Measuring and monitoring accessible recharging: accessibility guidelines

An inaccessible parking station where the curb is a barrier to a disabled person accessing the charger. Source: U.S. Access Board,

Research has estimated that 34% of disabled drivers or passengers (0.93 million people) will not have access to off-street parking at their own homes and will be dependent on on-street or public recharging infrastructure.

As a result, attention to the design of such infrastructure is essential if disability rights are to be truly mainstreamed into the future of electromobility.

To explore how such standards can be measured and implemented, Juliet Shoultz, from the U.S. Access Board, presented the Design Recommendations for Accessible Electric Vehicle Charging Stations, a technical assistance document to assist in the design and construction of electric vehicle (EV) recharging stations that are accessible to and usable by people with disabilities.

She walked participants through each detail of an EV recharging station, and how each operable part, location and system design can be adapted to be more accessible.

Co-designing accessible transport: what, where, when and how?

Developing standards and specifications requires working with disabled people themselves, and co-designing processes, and services.

“Independent Living means freedom of choice, it is not living by yourself, it is control over how you live and this includes the right to travel freely, regardless of access needs,” asserted Laura Alčiauskaitė, ENIL.

“When you work together, you create services which people can use; this can be a complex process, but it is worth it.”

An accessible EV recharging point. All operable parts should meet the requirements for unobstructed side reach. Source: U.S. Access Board

European Network on Independent Living (ENIL) is a user-led network of disabled people, with members throughout Europe who were partners in the TRIPS project. They advocate for Independent Living values, principles and practices: provision of personal assistance and other community supports and services, a barrier-free environment and adequate technical aids, together making full citizenship of disabled people possible.

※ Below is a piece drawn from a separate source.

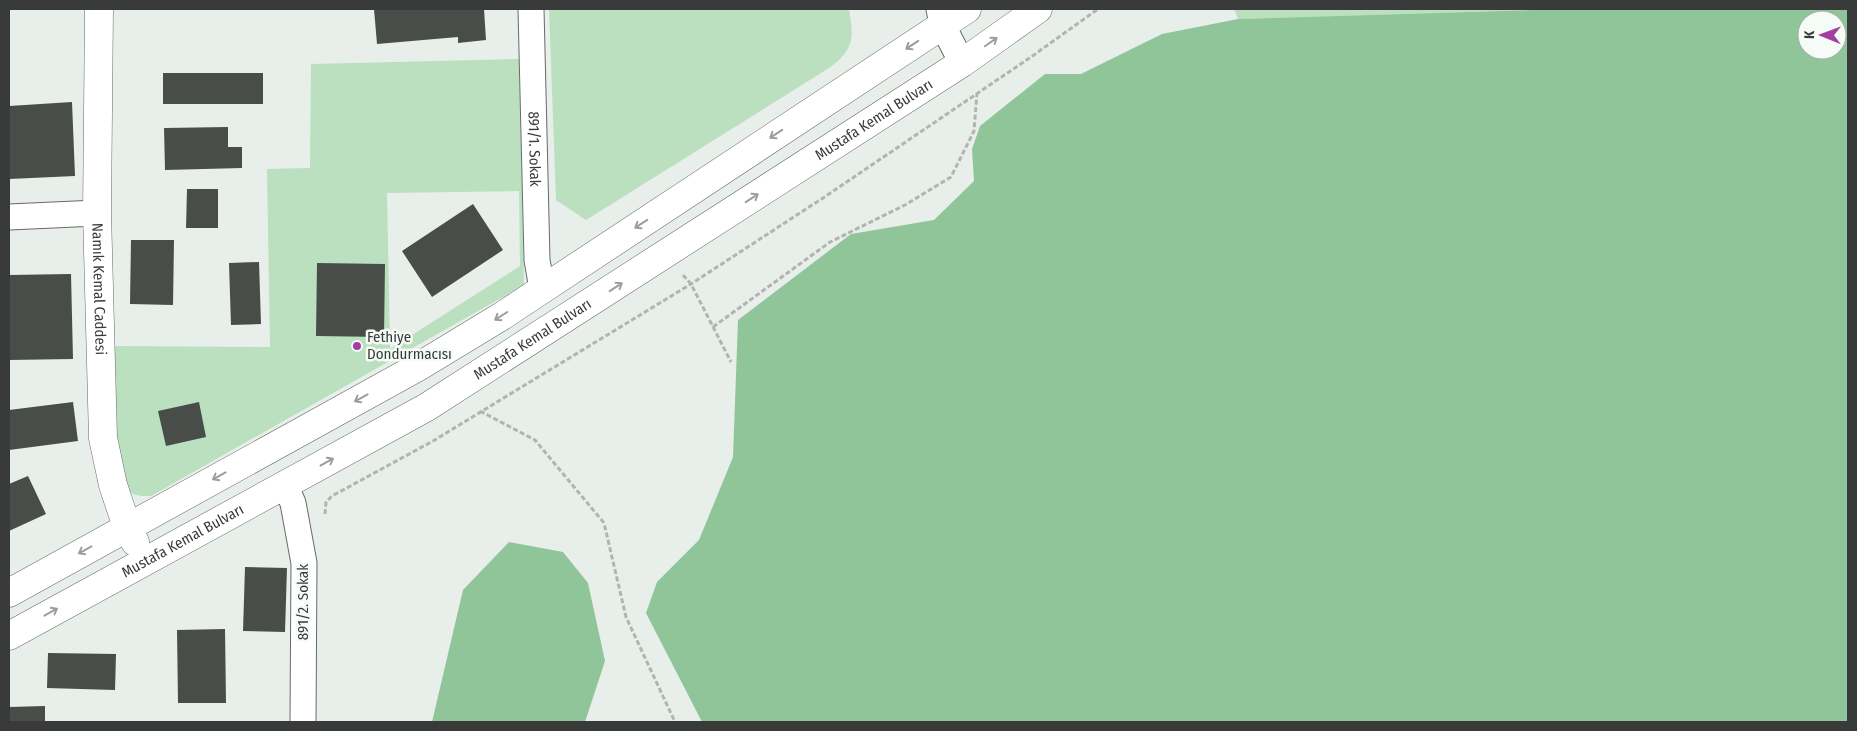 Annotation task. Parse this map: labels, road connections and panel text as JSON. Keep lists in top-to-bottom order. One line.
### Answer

TRIPS (TRansport Innovation for Persons with disabilities needs Satisfaction) is a project which aimed to make transport more accessible for persons with disabilities, elderly voyagers and really everyone- bringing together 7 groups of persons with disabilities located in 7 European cities and 11 institutional partners spread across 10 countries.

The project revealed that in all the pilot cities, disabled passengers are still restricted in many aspects when it comes to choosing public transportation. Moreover, people living in the largest cities still have more options than disabled people living in more remote or rural areas.